The hair on Lyall’s arms prickled. Was that the barrier being set? His fingers curled over the leather grip on his hilt, waiting for whatever was to come next. He jumped instead from a bizarre, forceful reverberation coursing through the floors and walls that confused his feet upon their landing. Thankfully, the stone wall behind him caught his back to prevent a humiliating fall as neither of his companions struggled as he did.
“There are no magical traps, and that lets us know there are no mechanical ones either,” Luther spoke. His anger fading, exhaustion crept into his syllables.
“And what was it you did?” Lyall prodded.
“A specialized force spell. The waves it sent out would have triggered any wires, pressure plates, or the like had they been there.”
“So, the sole issue is that we’re trapped in here,” Aurae realized.
“I can catch a small breeze for airflow,” Lyall closed his eyes and felt the gentlest of rippling air. “If the intention is not to suffocate us, there must be some mechanism to set us free.”
“The force spell would have triggered it,” Luther reminded dejectedly. The shuffling of his cloak signaled he slumped and sat on the floor. “That was a high-level spell as well. Leave me to rest here for a time.”
“I’m going to check the walls all the same. It could be there’s a clue on how to get out etched into the stone,” Aurae proposed.

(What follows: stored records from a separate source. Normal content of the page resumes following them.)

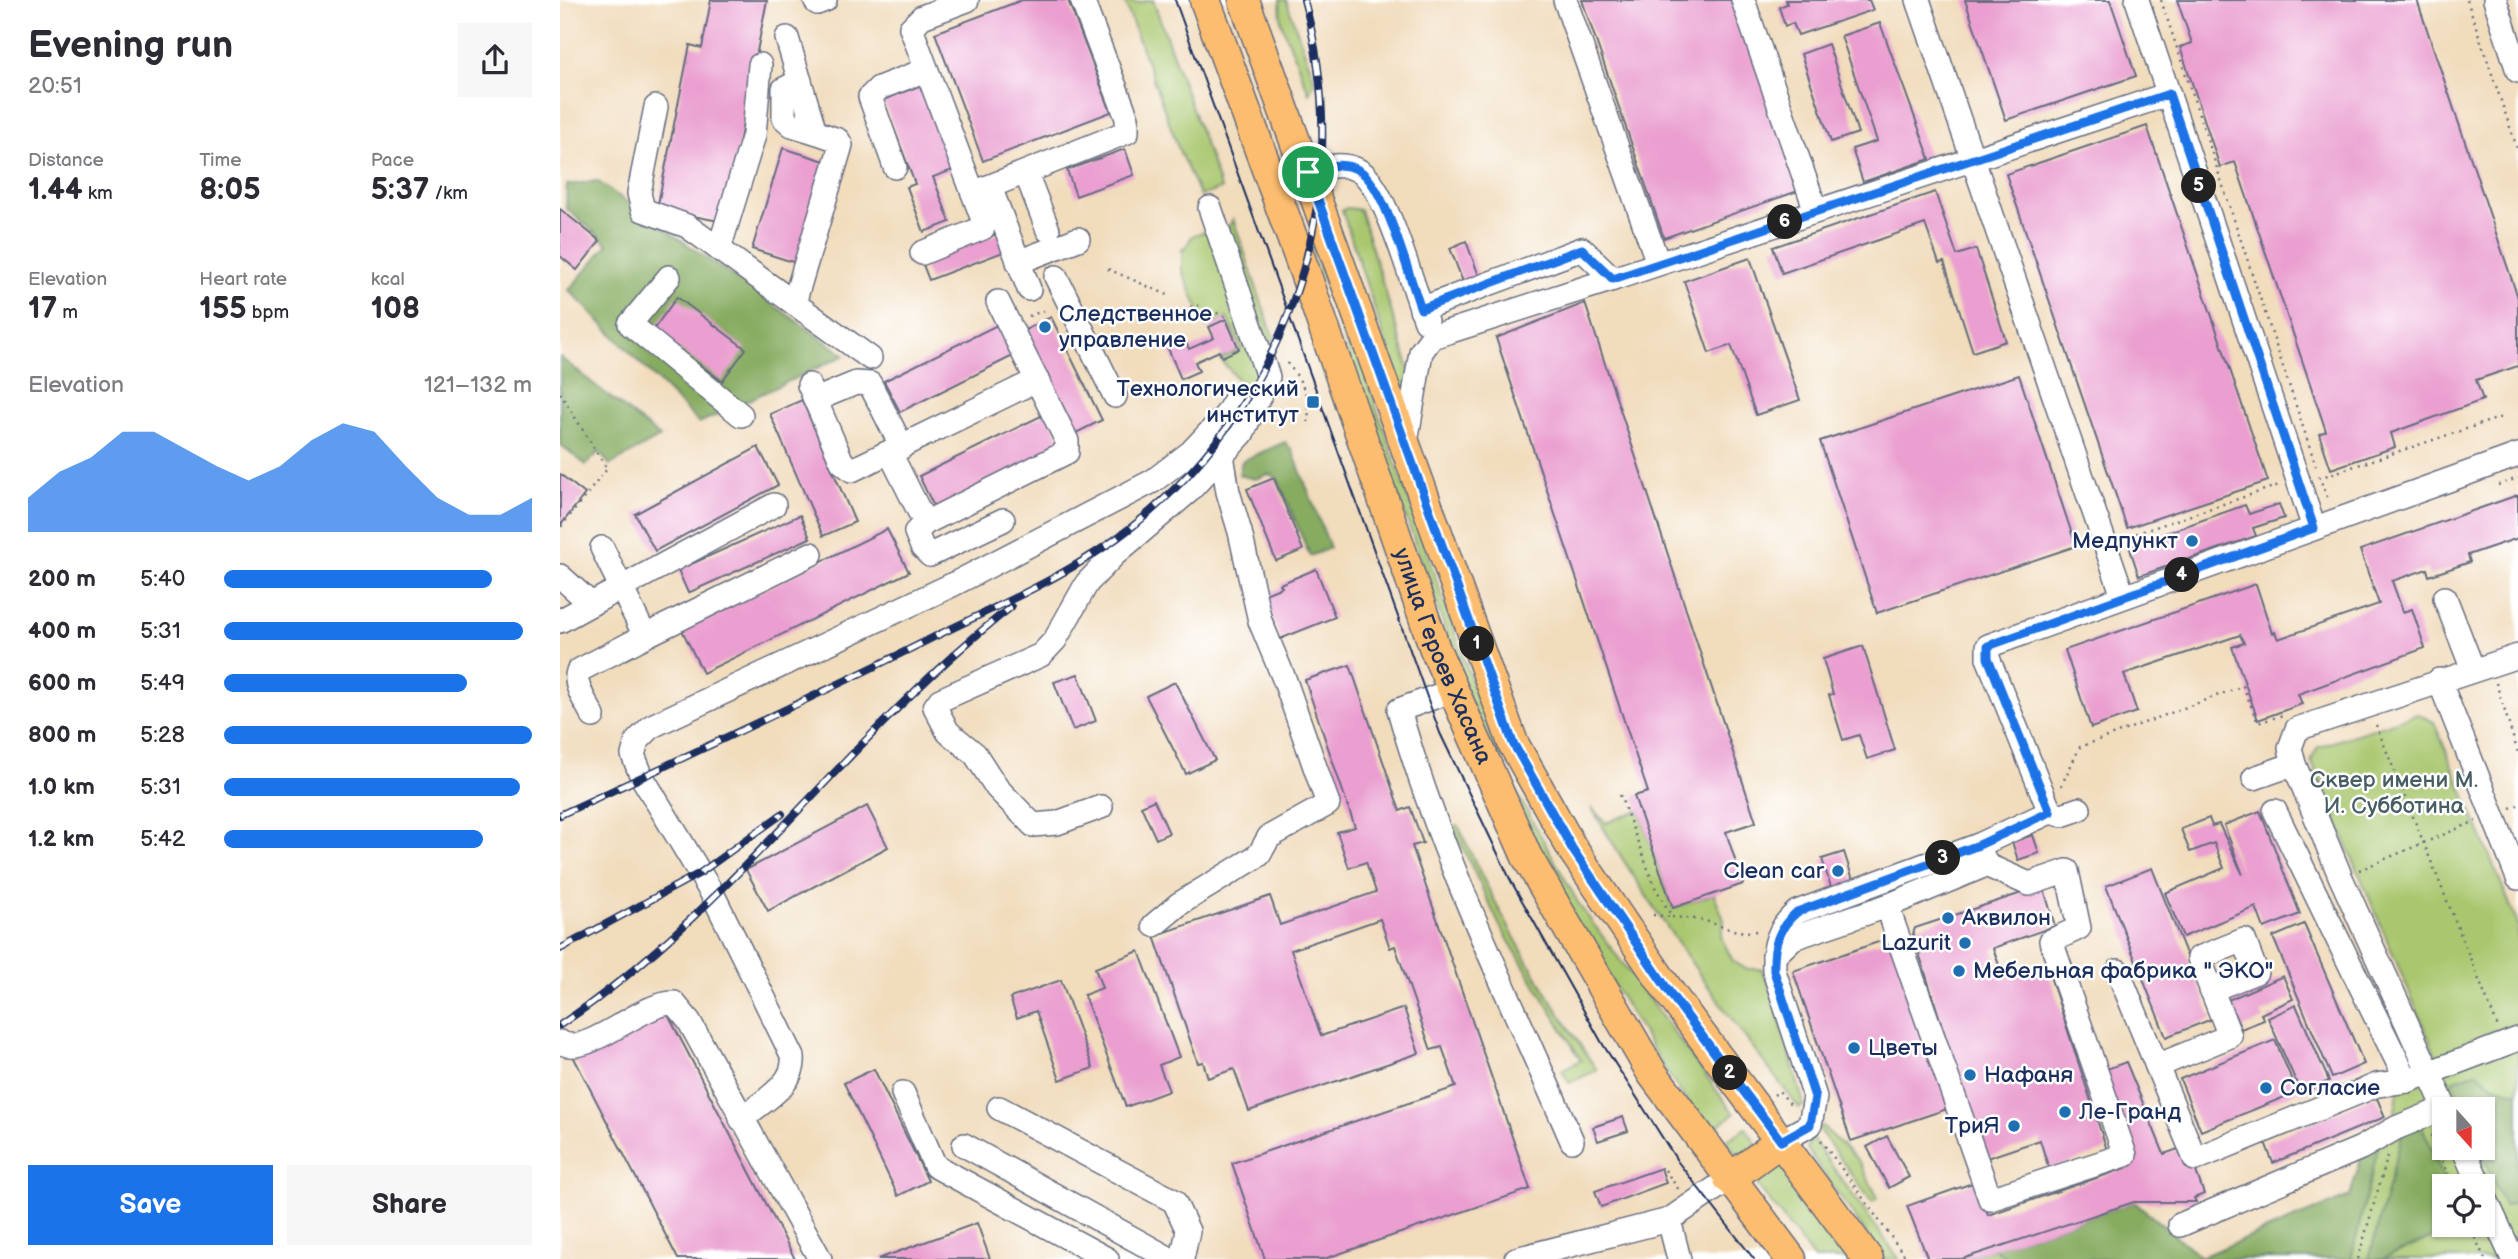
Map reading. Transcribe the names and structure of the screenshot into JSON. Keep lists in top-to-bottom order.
{
  "streets": {
    "main road": ["улица Героев Хасана"]
  },
  "parks": ["Сквер имени М. И. Субботина"],
  "places": {
    "other": [
      "Следственное управление",
      "Медпункт",
      "Clean car",
      "Аквилон",
      "Lazurit",
      "Мебельная фабрика \" ЭКО\"",
      "Цветы",
      "Нафаня",
      "Согласие",
      "Ле-Гранд",
      "ТриЯ"
    ],
    "transit": ["Технологический институт"]
  },
  "north": "bottom",
  "page": {
    "heading": ["Evening run", "20:51"],
    "stats": [
      ["Distance", "1.44 km"],
      ["Time", "8:05"],
      ["Pace", "5:37 /km"],
      ["Elevation", "17 m"],
      ["Heart rate", "155 bpm"],
      ["kcal", "108"]
    ],
    "pins": [
      "5",
      "6",
      "4",
      "1",
      "3",
      "2"
    ],
    "chart": ["Elevation", "121–132 m"],
    "list": [
      {
        "name": "200 m",
        "note": "5:40"
      },
      {
        "name": "400 m",
        "note": "5:31"
      },
      {
        "name": "600 m",
        "note": "5:49"
      },
      {
        "name": "800 m",
        "note": "5:28"
      },
      {
        "name": "1.0 km",
        "note": "5:31"
      },
      {
        "name": "1.2 km",
        "note": "5:42"
      }
    ],
    "buttons": ["Save", "Share"]
  }
}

Lyall agreed with the merit of that idea and took the left now while Aurae went right. The tips of his fingers brushed against nothing but the smooth stone and mortar even when he squatted low and stretched high on his toes. Five minutes Lyall gave his knees and calves a thorough workout trying to find a bit of hope, but five minutes was also when his ears twitched noticing a change in the room. What he believed was his closer proximity to the hole giving them air was actually Luther, breathing heavier and faster. Lyall carefully returned to his side.
“I’m fine,” Luther dismissed in a whispering croak. “The day is merely long.”

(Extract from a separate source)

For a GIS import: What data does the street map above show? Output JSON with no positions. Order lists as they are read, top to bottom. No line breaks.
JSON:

Luther looked to Lyall as a slightly less black blob since his vision adjusted best it could in a room utterly devoid of light. Thus, Lyall avoided accidentally landing upon his companion as he sat next to him and searched out his hand. Though Luther tried to tug it away, he didn’t properly resist, and Lyall clutched the quivering, cold skin between his palms. Luther whined a near imperceptible groan of embarrassment yet squeezed tighter their connection.
“What is it that scares you?” Lyall leaned near Luther’s ear so that the conversation was only for them. Aurae continued her investigation, humming the waltz from the piano below. Luther shook his head.

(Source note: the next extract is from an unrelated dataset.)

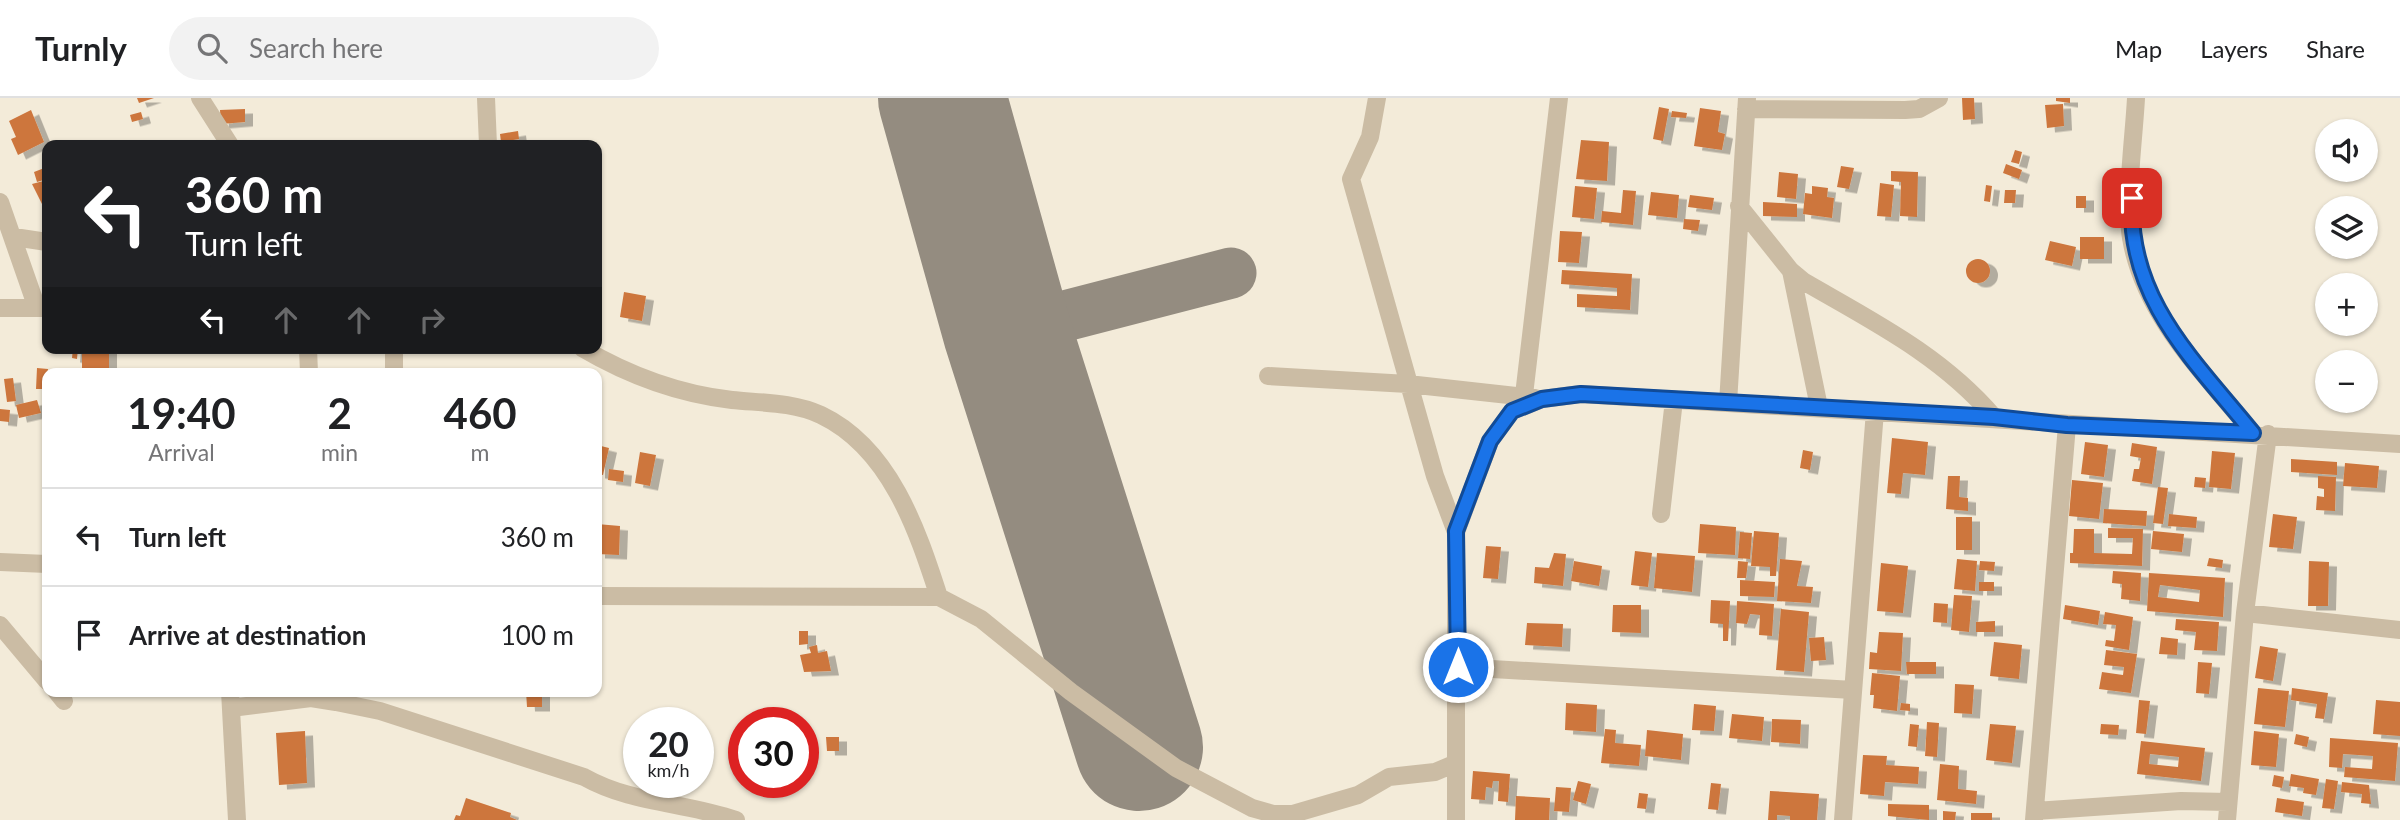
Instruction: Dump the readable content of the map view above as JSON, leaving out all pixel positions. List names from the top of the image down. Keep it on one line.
{"page":{"header":"Turnly","search":"Search here","nav":["Map","Layers","Share"],"map_buttons":["+","−"],"turn":["360 m","Turn left"],"eta":["19:40","Arrival","2","min","460","m"],"list":[{"name":"Turn left","value":"360 m"},{"name":"Arrive at destination","value":"100 m"}],"speed":"20 km/h","limit":"30"}}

“It is not a conversation for now. Please.”
“I won’t press on it then. Allow me a different question. If you are able to cast that thunder-like spell that you used on the deceiver again, would that be enough to break down the wall surrounding the staircase?”
“I-I can cast it to that effect, but I can’t. In an enclosed room like this with these curved walls—the thunder would reverberate and blow out our eardrums.”
“Good to know. Aurae!”
“Hmn?”
“That barrier from before, can it keep spells contained within it as opposed to blocking what’s outside from getting in?”
“It can. I can choose how the entire thing acts.”
“Perfect. That’s our solution then,” Lyall smiled. He knew Luther couldn’t see it, but he hoped it’d be seen all the same. “Luther, you’ll do what you did with the force spell in reverse.”
“What a straightforward but brilliant solution. It’s even a technique I’ve used before, but I...”
Lyall stood with both of Luther’s hands in his and pulled him to his feet. “Are all wizards so self-critical? I think you’re incredible, Luther, and nothing that has happened today has changed that.”
There was silence. Try as he might, Lyall couldn’t see the expression of the man right before him, but Luther’s hands stopped shaking.
“Ow!”
“Aurae?” Lyall called.
“I walked with my arms out and bent my pinky against the wall. I diagnose that I’ll live, so you two hurry up.”
“With pleasure,” Luther agreed.
Aurae cast the barrier, Luther slipped his hands through, and the thunder wave unleashed. Chunks of stone smashed across the now accessible staircase flooding the room with light. They climbed over the debris and ascended to the final floor.